WHAT NEEDS TO BE DONE: Your answer should be the lines below from the one with "display:flex; align-items:center; gap:14px;" to the one with "display:block; font-size:28px; line-height:34px", both included, given again exactly and with nothing added.

SOURCE MATERIAL:

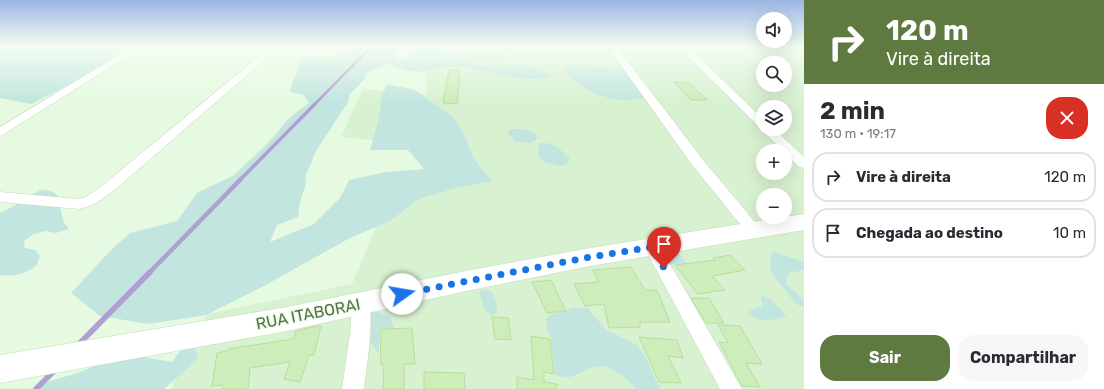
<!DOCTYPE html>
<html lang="pt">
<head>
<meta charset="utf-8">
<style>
	:root { --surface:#fff; --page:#f7f7f7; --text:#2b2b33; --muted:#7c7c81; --line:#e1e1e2; --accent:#5f7a40 }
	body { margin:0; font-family:Rubik,sans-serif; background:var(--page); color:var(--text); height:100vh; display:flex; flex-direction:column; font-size:15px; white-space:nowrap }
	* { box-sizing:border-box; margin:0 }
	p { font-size:13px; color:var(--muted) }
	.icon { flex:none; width:22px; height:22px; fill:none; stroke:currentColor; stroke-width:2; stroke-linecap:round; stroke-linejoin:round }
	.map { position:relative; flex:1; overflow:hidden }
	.side { display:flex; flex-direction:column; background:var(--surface); width:300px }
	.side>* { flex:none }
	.top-card { background:#5f7a40; color:#fff; overflow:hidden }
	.controls { position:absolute; left:756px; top:12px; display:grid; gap:8px }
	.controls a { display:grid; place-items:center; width:36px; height:36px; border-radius:50%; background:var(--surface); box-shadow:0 4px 16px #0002; font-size:20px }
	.pin { position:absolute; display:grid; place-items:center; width:34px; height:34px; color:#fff; margin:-41px -17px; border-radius:50% 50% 50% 0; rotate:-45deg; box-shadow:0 0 4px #0007 }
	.pin .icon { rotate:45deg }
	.me { position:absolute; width:44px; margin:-22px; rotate:77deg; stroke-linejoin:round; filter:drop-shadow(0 0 3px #0008) }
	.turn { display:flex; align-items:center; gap:14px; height:84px; padding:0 16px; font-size:18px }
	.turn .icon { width:52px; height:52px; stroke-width:2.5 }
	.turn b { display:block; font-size:28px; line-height:34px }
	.round { display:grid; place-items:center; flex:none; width:42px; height:42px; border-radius:16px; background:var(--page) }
	.summary { display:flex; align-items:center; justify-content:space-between; height:68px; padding:0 16px }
	h1 { font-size:24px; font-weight:700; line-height:30px }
	.button { display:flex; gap:8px; margin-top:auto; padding:8px 16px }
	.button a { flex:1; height:46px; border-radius:16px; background:var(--accent); color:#fff; font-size:16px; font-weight:700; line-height:46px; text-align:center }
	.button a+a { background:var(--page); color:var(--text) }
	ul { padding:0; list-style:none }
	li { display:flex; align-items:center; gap:12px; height:50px; margin:0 8px 6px; padding:0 8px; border:2px solid var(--line); border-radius:16px }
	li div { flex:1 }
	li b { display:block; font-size:15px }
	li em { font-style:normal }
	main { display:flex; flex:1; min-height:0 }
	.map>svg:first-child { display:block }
</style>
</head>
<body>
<main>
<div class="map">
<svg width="804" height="389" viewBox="0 0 804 389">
	<rect width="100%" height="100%" fill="#e6fae1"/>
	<path fill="#d8f1d1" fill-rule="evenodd" d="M418 46H804V389H171L207 314 352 284 387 201 417 202 426 146 341 137 363 89 426 95 427 47ZM763 63H785V85H763ZM763 107H785V129H763ZM763 151H785V173H763ZM763 195H785V217H763Z"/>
	<g fill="#c2e6df">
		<polygon points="0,46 115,46 113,55 105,66 31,104 0,98"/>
		<path d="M354 46H389L397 51 392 56 399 60 408 57V51L416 47 457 51 495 57 507 61 467 59C491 76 526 56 551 75L542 79H528L513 78 460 66 433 69 422 72 409 71 386 64 367 73 364 80 350 94 348 102 316 151 306 175 305 187 300 202 298 217 277 225 270 242 314 224 340 198 349 180 386 172 424 169 408 150H370L380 114 381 98 387 84 415 90 454 118 465 136 473 158 492 181 456 188 419 199 390 221 350 238 262 287 206 315 149 324 100 316 71 293 110 251 130 233 177 221 197 193 234 175 267 144 290 117 309 103 304 95 290 92C291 80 300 72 299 60L305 55 329 58 341 55Z"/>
		<path d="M567 64 625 71 637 89 646 98C613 104 587 95 564 71Z"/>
		<path d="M510 129C519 129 529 128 536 134L537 139 531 143 516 142 507 133Z"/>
		<path d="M540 143C555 142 560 149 570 159L567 164 559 166 544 162 539 157 538 145Z"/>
		<path d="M41 190C70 190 53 212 69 229L56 233 46 231 34 234 24 241 25 248 35 250 40 256C39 258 38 263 36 265 28 274 11 277 0 275V213C15 207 26 196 41 190Z"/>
		<path d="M673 249 684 259 685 263C667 265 670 268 662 250Z"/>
		<polygon points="775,252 804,262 804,270 789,273 785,283 804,300 804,307 796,304 773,275 770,267 771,254"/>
		<path d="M484 289C496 290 496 303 498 313L491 315 485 310 479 292Z"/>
		<path d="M762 295C773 300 780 307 786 317 771 320 760 323 747 313L755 308 763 306 761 299Z"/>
		<path d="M572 308H588L606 330 637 345 645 356 657 382 661 389C657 389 640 389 637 389 635 388 634 386 632 384 624 377 613 367 601 366 584 366 572 385 555 374L551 338 547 329 546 318C554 312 563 313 572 308Z"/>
		<polygon points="369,309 377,309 380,313 390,316 394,328 379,328 379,354 374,346 367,341"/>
		<polygon points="191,337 198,359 164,389 33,389 46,382 78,373 114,357 144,357 172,362"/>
	</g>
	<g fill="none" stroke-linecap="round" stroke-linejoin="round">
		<polyline stroke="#b29fd2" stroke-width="2.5" points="313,106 372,46"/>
		<polyline stroke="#b29fd2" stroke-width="3.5" points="240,180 314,105"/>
		<polyline stroke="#b29fd2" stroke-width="4.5" points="149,273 241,179"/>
		<g stroke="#b29fd2" stroke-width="5.5">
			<polyline points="79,344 150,272"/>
			<polyline points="36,389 54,371"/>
		</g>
	</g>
	<g fill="#ceedbb" stroke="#b7de9d">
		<polygon points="449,70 460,70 457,104 443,103"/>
		<polygon points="674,82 690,83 707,100 691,100"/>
		<polygon points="730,255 745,270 712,276 725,290 698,294 675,265 715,260 713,258"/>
		<polygon points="631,267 645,290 657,290 670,322 640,322 640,327 609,328 604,304 585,306 574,284 598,282 593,270"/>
		<polygon points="551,280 566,311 547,313 532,282"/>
		<polygon points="691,298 709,298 724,323 706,323"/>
		<polygon points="492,317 508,318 511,340 495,339"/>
		<polygon points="718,325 740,326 762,364 746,363 760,387 742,386 719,342 728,343"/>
		<polygon points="316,326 321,326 314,355 309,355 300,382 284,379 290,362 250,368 248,389 222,389 222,385 212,386 217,353 227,351 228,349 293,339 296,331"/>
		<polygon points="412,328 415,364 404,364 404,389 383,389 384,365 381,365 380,329"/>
		<polygon points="531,336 550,339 554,374 544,372 544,382 557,384 556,389 517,389 517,377 534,380"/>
		<polygon points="639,337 677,340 683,358 668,356 681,383 659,382"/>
		<polygon points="424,372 464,373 465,389 424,389"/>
	</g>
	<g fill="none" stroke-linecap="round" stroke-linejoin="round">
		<g stroke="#c3d8b9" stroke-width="1">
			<g id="street">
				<polygon points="134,46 144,46 4,134 0,136 0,127"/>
				<polygon points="271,46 281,46 112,192 93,205 79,209 0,202 0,192 79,199 84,198 102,186"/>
				<polygon points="607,46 616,46 703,160 759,227 762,231 759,235 754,237 749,235 693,166"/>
				<polygon points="678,46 687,46 763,119 763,129 774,129 804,157 804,168 799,167"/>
				<polygon points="652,241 658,243 742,389 720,389 644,247 646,243"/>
				<path d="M361 296 367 299C376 315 366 369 364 389H342L350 334 352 304 355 299Z"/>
			</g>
		</g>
		<g stroke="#c6deba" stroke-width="1">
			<polygon id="secondary" points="804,214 804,230 590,266 471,290 287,331 0,383 0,355 287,307 471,270 590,248"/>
		</g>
		<use href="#street" fill="#fff" fill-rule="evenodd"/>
		<use href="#secondary" fill="#fff" fill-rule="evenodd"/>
	</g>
	<linearGradient id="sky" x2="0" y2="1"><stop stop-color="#9bb6e5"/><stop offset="0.46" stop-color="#f4fdf2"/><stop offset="1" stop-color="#f4fdf2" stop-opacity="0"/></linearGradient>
	<rect width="804" height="101" fill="url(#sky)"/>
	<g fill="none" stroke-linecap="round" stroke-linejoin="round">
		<polyline stroke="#1a73e8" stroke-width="7" stroke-dasharray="0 12.6" points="402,294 590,257 652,247 664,268"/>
	</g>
	<g text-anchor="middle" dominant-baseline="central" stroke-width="3" stroke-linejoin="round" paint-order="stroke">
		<g font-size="16" fill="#5a6f4a" stroke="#ebfde7">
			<text transform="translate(308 314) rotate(-11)">RUA ITABORAI</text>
		</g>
	</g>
</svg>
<div class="controls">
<a><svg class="icon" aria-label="sound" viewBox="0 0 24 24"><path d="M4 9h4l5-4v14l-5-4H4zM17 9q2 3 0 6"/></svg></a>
<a><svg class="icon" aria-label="search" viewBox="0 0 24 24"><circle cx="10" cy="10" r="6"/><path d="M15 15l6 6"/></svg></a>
<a><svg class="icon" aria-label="layers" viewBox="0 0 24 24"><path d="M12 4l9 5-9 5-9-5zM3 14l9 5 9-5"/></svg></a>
<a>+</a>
<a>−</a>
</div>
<div class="pin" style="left:664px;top:268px;background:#d93025"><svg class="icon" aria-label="arrive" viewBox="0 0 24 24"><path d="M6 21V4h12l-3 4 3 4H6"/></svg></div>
<svg class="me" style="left:402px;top:294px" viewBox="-20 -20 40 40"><circle r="19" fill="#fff"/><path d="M0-13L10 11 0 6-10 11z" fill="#1a73e8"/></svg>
</div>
<section class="side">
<div class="top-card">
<div class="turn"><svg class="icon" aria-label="right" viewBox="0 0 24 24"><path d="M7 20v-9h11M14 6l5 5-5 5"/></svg><div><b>120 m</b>Vire à direita</div></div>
</div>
<div class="summary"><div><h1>2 min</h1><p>130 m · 19:17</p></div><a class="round" style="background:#d93025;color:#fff"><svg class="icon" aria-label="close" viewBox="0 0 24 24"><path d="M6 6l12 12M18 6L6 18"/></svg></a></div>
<ul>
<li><svg class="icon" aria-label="right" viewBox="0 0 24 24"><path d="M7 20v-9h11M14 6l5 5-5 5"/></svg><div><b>Vire à direita</b></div><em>120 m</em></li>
<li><svg class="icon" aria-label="arrive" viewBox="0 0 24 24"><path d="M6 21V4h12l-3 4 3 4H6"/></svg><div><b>Chegada ao destino</b></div><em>10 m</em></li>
</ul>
<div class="button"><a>Sair</a><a>Compartilhar</a></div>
</section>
</main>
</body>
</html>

TASK OUTPUT:
	.turn { display:flex; align-items:center; gap:14px; height:84px; padding:0 16px; font-size:18px }
	.turn .icon { width:52px; height:52px; stroke-width:2.5 }
	.turn b { display:block; font-size:28px; line-height:34px }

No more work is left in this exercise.